(THE RECORDS Opens)
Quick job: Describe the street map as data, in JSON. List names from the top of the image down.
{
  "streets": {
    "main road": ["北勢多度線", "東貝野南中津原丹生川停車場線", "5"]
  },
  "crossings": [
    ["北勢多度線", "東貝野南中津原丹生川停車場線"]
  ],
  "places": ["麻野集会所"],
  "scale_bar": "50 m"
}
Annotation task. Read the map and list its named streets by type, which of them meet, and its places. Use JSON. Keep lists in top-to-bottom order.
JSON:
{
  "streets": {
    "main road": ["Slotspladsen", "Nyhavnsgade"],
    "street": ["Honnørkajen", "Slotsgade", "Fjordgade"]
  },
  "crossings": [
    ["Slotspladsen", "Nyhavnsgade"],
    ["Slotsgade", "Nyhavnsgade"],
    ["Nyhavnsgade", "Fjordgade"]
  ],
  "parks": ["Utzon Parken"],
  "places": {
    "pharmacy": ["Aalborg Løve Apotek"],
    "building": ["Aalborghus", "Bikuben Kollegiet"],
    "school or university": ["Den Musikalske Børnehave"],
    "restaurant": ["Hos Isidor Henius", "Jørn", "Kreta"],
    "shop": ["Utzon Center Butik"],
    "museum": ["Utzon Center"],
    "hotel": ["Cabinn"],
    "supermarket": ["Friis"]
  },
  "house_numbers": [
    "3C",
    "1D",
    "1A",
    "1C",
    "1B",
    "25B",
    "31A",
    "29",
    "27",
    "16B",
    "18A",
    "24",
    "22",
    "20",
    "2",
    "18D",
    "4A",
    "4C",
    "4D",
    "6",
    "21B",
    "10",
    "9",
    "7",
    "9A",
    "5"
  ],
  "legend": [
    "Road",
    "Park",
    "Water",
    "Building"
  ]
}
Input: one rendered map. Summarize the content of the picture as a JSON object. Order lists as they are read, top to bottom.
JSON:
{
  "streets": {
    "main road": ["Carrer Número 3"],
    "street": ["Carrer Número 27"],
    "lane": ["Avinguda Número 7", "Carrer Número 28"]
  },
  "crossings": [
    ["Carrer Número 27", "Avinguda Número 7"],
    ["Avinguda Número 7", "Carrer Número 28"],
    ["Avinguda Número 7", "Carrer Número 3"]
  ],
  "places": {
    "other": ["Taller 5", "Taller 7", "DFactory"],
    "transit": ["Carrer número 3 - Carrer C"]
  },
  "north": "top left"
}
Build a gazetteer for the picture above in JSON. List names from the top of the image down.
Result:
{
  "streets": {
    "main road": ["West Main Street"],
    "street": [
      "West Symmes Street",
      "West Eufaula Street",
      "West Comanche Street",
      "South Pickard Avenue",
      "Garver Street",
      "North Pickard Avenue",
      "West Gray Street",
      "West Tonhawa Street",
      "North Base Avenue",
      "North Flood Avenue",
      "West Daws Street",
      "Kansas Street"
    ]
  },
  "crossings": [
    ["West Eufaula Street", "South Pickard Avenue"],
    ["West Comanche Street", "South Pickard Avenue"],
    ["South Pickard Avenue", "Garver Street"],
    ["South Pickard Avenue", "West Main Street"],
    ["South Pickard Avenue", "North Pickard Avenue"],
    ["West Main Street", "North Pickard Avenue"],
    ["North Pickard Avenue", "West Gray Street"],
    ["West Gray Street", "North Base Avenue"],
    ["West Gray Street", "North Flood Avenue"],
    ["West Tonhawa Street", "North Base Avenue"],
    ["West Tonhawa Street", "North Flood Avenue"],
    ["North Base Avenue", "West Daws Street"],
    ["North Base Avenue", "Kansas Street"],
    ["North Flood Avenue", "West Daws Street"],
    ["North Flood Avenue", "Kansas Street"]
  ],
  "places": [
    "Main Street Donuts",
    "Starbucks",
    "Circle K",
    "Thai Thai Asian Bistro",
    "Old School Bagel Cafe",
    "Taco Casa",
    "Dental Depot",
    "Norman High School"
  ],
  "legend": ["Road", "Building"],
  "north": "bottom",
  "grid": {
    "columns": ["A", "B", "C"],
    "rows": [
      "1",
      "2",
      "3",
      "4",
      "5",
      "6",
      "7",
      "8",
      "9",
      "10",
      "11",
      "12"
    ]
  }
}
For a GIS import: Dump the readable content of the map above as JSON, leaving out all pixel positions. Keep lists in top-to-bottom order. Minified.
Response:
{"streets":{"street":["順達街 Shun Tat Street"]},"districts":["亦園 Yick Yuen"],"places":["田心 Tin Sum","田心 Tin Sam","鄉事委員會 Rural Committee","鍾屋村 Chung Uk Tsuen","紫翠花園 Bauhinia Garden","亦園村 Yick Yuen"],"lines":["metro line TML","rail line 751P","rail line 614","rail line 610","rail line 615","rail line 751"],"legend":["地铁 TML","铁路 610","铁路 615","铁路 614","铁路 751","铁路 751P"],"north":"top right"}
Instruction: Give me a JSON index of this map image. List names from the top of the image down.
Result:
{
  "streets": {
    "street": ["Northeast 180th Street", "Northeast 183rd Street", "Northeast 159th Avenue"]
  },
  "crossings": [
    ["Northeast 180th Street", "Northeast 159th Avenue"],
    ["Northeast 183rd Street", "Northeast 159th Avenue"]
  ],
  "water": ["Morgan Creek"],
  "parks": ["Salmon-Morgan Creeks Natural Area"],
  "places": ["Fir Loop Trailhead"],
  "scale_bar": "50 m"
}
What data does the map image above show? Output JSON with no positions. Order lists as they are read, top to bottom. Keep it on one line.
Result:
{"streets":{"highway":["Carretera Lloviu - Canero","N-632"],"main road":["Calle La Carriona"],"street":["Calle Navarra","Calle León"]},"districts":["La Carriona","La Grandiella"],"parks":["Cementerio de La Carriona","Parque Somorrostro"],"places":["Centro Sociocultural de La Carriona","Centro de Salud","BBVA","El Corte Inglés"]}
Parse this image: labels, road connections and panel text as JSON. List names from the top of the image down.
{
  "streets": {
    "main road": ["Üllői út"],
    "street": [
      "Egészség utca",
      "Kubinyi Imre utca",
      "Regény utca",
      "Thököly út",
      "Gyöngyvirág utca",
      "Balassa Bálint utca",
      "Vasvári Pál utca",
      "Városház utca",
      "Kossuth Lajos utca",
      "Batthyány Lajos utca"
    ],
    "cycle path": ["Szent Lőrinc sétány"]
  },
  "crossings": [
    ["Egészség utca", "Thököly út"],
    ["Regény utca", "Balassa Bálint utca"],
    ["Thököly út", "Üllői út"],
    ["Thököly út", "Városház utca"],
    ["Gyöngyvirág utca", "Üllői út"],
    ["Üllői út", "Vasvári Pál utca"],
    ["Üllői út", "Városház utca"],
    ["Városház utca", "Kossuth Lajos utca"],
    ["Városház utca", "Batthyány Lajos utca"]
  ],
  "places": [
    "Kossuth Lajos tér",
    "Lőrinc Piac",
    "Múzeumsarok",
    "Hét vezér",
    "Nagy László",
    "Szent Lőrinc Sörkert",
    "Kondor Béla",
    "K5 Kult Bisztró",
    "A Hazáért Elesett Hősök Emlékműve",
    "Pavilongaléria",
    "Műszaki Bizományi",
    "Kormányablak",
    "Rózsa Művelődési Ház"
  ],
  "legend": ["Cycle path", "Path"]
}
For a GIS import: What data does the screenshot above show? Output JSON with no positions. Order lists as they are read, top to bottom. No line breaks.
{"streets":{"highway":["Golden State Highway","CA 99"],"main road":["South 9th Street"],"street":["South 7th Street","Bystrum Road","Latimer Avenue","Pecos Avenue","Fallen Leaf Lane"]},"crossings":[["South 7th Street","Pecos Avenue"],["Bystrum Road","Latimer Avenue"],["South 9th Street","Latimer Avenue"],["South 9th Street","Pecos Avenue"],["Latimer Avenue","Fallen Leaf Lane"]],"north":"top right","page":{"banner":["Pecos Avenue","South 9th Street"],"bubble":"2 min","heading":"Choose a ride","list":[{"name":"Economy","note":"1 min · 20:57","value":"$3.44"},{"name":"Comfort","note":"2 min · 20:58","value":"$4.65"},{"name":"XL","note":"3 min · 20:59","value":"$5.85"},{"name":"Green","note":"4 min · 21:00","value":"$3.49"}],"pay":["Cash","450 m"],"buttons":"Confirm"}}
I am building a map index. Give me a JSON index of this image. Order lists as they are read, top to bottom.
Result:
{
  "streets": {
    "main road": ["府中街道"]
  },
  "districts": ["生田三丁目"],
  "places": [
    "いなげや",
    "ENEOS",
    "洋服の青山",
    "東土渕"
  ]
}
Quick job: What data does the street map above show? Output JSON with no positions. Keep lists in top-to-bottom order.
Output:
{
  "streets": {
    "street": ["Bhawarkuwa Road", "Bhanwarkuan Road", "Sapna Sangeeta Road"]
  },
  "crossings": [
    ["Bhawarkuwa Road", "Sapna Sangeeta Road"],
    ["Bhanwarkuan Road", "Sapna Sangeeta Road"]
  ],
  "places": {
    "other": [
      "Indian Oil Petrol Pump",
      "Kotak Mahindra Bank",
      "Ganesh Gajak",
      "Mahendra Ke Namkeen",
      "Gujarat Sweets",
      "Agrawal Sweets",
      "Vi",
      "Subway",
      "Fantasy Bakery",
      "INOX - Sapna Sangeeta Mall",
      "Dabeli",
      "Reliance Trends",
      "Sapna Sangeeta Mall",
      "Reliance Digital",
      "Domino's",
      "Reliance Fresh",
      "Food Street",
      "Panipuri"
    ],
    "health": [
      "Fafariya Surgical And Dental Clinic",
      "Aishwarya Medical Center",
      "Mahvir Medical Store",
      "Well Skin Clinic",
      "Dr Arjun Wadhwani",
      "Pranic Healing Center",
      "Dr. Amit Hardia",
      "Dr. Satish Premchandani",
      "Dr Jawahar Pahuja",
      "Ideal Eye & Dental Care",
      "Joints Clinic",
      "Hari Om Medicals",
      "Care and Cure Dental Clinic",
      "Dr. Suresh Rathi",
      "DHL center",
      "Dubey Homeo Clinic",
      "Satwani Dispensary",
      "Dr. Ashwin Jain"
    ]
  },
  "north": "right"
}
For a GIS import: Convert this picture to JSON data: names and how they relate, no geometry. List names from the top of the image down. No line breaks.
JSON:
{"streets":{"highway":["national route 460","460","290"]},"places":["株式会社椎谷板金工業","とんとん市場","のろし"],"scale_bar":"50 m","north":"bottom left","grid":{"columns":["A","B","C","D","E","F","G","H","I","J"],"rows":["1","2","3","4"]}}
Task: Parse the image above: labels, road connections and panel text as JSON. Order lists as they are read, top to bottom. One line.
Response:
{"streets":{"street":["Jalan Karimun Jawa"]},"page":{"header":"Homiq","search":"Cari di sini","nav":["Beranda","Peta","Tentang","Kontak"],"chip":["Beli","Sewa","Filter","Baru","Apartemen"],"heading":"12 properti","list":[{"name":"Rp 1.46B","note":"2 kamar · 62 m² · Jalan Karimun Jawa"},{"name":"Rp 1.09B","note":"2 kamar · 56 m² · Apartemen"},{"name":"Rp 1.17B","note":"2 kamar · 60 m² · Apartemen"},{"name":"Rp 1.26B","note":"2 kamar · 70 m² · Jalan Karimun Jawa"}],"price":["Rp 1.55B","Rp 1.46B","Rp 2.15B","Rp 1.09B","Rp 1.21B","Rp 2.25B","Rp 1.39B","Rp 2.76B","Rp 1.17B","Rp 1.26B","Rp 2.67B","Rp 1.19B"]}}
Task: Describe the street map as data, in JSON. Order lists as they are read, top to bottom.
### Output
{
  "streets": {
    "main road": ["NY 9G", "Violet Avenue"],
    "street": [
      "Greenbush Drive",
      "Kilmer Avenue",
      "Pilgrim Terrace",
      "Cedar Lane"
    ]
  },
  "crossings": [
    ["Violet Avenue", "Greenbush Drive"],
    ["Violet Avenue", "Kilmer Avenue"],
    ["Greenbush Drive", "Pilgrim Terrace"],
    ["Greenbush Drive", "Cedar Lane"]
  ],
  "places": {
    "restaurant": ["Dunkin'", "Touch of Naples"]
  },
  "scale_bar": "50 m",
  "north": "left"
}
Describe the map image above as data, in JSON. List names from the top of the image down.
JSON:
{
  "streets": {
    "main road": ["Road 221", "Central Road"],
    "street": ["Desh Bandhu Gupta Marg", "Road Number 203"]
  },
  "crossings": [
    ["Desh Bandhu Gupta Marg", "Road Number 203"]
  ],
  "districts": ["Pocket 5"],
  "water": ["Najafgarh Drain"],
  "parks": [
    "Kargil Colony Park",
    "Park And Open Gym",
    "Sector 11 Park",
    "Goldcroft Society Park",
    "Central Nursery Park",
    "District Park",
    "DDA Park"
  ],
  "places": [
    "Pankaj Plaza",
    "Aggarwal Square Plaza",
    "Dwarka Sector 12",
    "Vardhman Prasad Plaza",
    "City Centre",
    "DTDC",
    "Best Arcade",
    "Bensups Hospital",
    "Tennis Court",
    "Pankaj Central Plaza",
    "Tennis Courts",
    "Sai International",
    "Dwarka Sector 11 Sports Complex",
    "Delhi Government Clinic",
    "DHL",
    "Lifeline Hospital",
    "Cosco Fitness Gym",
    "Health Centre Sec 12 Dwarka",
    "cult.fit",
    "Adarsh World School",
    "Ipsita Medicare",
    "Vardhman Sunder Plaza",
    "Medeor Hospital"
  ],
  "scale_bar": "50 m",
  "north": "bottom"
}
(THE RECORDS Closes)
PROBLEM DETAILS: Where does the string "picture" appear in the records? Copy every line that holds it.

WORKED SOLUTION:
Input: one rendered map. Summarize the content of the picture as a JSON object. Order lists as they are read, top to bottom.
Build a gazetteer for the picture above in JSON. List names from the top of the image down.
For a GIS import: Convert this picture to JSON data: names and how they relate, no geometry. List names from the top of the image down. No line breaks.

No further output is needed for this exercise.